■ Assigned task ■
What lines below mention the word "Jerusalem"? Copy each one.

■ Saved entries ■
========================================

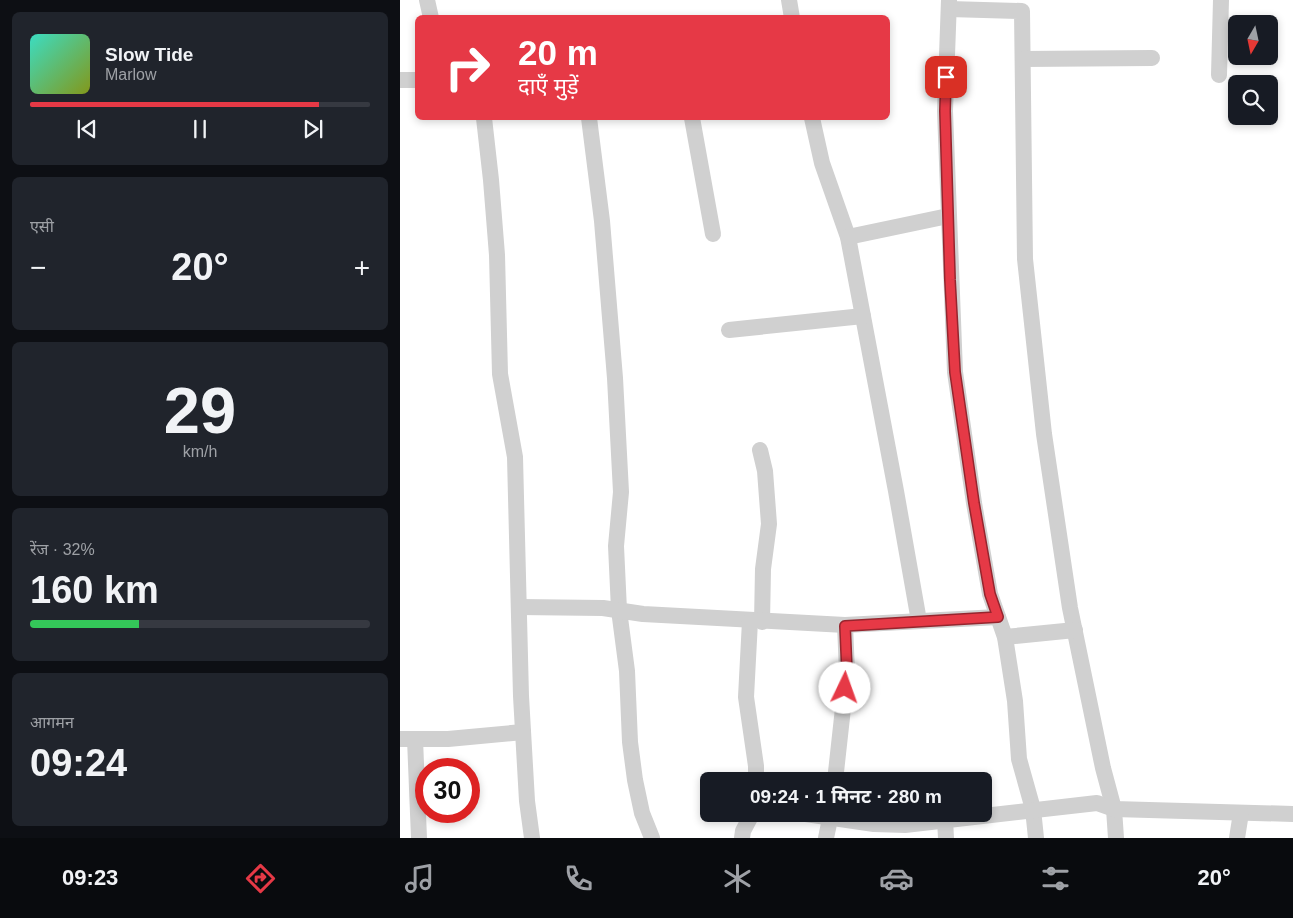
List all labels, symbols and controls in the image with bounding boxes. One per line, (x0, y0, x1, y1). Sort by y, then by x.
north arrow (1228, 15, 1278, 65)
map controls (1228, 15, 1278, 125)
text: 20 m (518, 33, 598, 72)
icon: right (435, 35, 500, 100)
text: Slow Tide (105, 44, 193, 65)
pin (925, 56, 967, 98)
icon: arrive (932, 63, 960, 91)
text: Marlow (105, 66, 157, 83)
text: दाएँ मुड़ें (518, 74, 579, 99)
button: search (1228, 75, 1278, 125)
icon: previous (73, 115, 101, 143)
icon: pause (186, 115, 214, 143)
icon: next (299, 115, 327, 143)
text: एसी (30, 218, 54, 235)
text: 20° (171, 246, 229, 288)
text: − (30, 252, 46, 283)
text: + (354, 252, 370, 283)
text: 29 (164, 374, 236, 447)
text: km/h (183, 443, 217, 460)
text: रेंज · 32% (30, 541, 95, 558)
text: 160 km (30, 569, 159, 611)
position arrow (818, 661, 870, 713)
text: आगमन (30, 714, 74, 731)
text: 09:24 (30, 742, 127, 784)
speed limit sign: 30 (415, 758, 480, 823)
text: 09:24 · 1 मिनट · 280 m (750, 786, 942, 807)
icon: directions (243, 861, 278, 896)
icon: music (402, 861, 437, 896)
icon: phone (561, 861, 596, 896)
icon: climate (720, 861, 755, 896)
icon: car (879, 861, 914, 896)
icon: filters (1038, 861, 1073, 896)
text: 09:23 (62, 865, 118, 890)
text: 20° (1198, 865, 1231, 890)

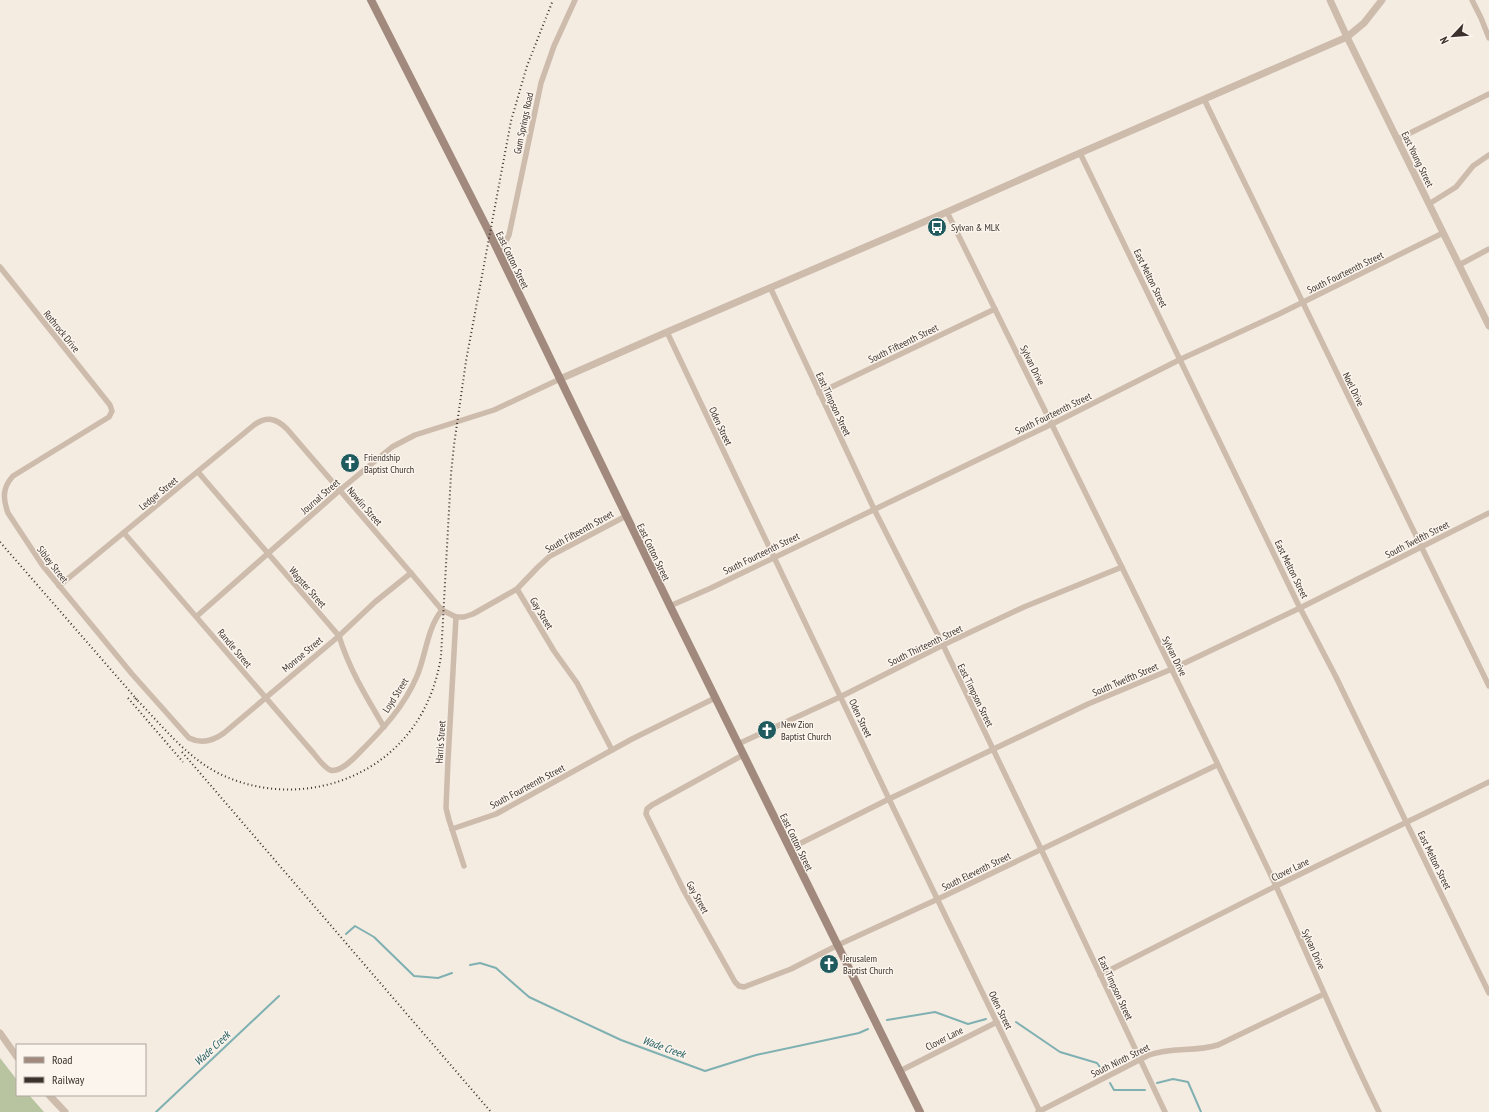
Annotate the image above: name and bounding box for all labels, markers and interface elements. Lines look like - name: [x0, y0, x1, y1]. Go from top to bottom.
- north arrow: [1433, 16, 1473, 56]
- text: N: [1436, 35, 1452, 46]
- street label: Gum Springs Road: [511, 91, 536, 155]
- street label: East Young Street: [1398, 129, 1437, 189]
- bus stop icon: Sylvan & MLK: [926, 216, 948, 238]
- place label: Sylvan & MLK: [951, 221, 1000, 234]
- street label: East Cotton Street: [493, 229, 532, 291]
- street label: East Melton Street: [1131, 247, 1170, 310]
- street label: South Fourteenth Street: [1305, 248, 1386, 297]
- street label: Rothrock Drive: [41, 308, 83, 355]
- street label: South Fifteenth Street: [866, 321, 941, 366]
- street label: Sylvan Drive: [1017, 343, 1048, 387]
- street label: East Timpson Street: [813, 370, 854, 438]
- street label: Noel Drive: [1340, 370, 1367, 408]
- street label: South Fourteenth Street: [1013, 389, 1094, 438]
- street label: Oden Street: [706, 405, 735, 448]
- place label: Friendship Baptist Church: [364, 451, 414, 476]
- church icon: Friendship Baptist Church: [339, 452, 361, 474]
- street label: Ledger Street: [136, 474, 181, 513]
- street label: Journal Street: [297, 476, 343, 517]
- street label: Nowlin Street: [344, 484, 385, 529]
- street label: South Fifteenth Street: [543, 507, 616, 556]
- street label: South Twelfth Street: [1383, 518, 1452, 561]
- street label: East Cotton Street: [634, 521, 673, 583]
- street label: South Fourteenth Street: [721, 529, 802, 578]
- street label: East Melton Street: [1272, 538, 1311, 601]
- street label: Sibley Street: [34, 543, 71, 586]
- street label: Wagster Street: [286, 564, 329, 611]
- street label: Gay Street: [527, 595, 556, 632]
- street label: South Thirteenth Street: [886, 622, 965, 669]
- street label: Randle Street: [215, 626, 255, 671]
- street label: Monroe Street: [279, 633, 325, 675]
- street label: Sylvan Drive: [1159, 634, 1190, 678]
- street label: South Twelfth Street: [1090, 660, 1160, 699]
- street label: East Timpson Street: [955, 661, 997, 729]
- street label: Loyd Street: [380, 675, 411, 715]
- street label: Oden Street: [846, 697, 875, 740]
- place label: New Zion Baptist Church: [781, 718, 831, 743]
- church icon: New Zion Baptist Church: [756, 719, 778, 741]
- street label: Harris Street: [433, 720, 449, 764]
- street label: South Fourteenth Street: [487, 761, 567, 812]
- street label: East Cotton Street: [777, 811, 816, 873]
- street label: East Melton Street: [1415, 829, 1454, 892]
- street label: South Eleventh Street: [940, 849, 1013, 894]
- street label: Clover Lane: [1269, 855, 1311, 884]
- street label: Gay Street: [683, 879, 712, 916]
- street label: Sylvan Drive: [1299, 927, 1328, 971]
- place label: Jerusalem Baptist Church: [842, 952, 893, 977]
- church icon: Jerusalem Baptist Church: [818, 953, 840, 975]
- street label: East Timpson Street: [1095, 954, 1136, 1022]
- street label: Oden Street: [986, 989, 1016, 1032]
- street label: Clover Lane: [923, 1023, 965, 1053]
- water label: Wade Creek: [191, 1027, 234, 1068]
- water label: Wade Creek: [641, 1033, 689, 1062]
- street label: South Ninth Street: [1089, 1040, 1152, 1080]
- legend: [16, 1044, 146, 1096]
- text: Road: [52, 1052, 72, 1067]
- text: Railway: [52, 1072, 85, 1087]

========================================

■ Written response ■
- place label: Jerusalem Baptist Church: [842, 952, 893, 977]
- church icon: Jerusalem Baptist Church: [818, 953, 840, 975]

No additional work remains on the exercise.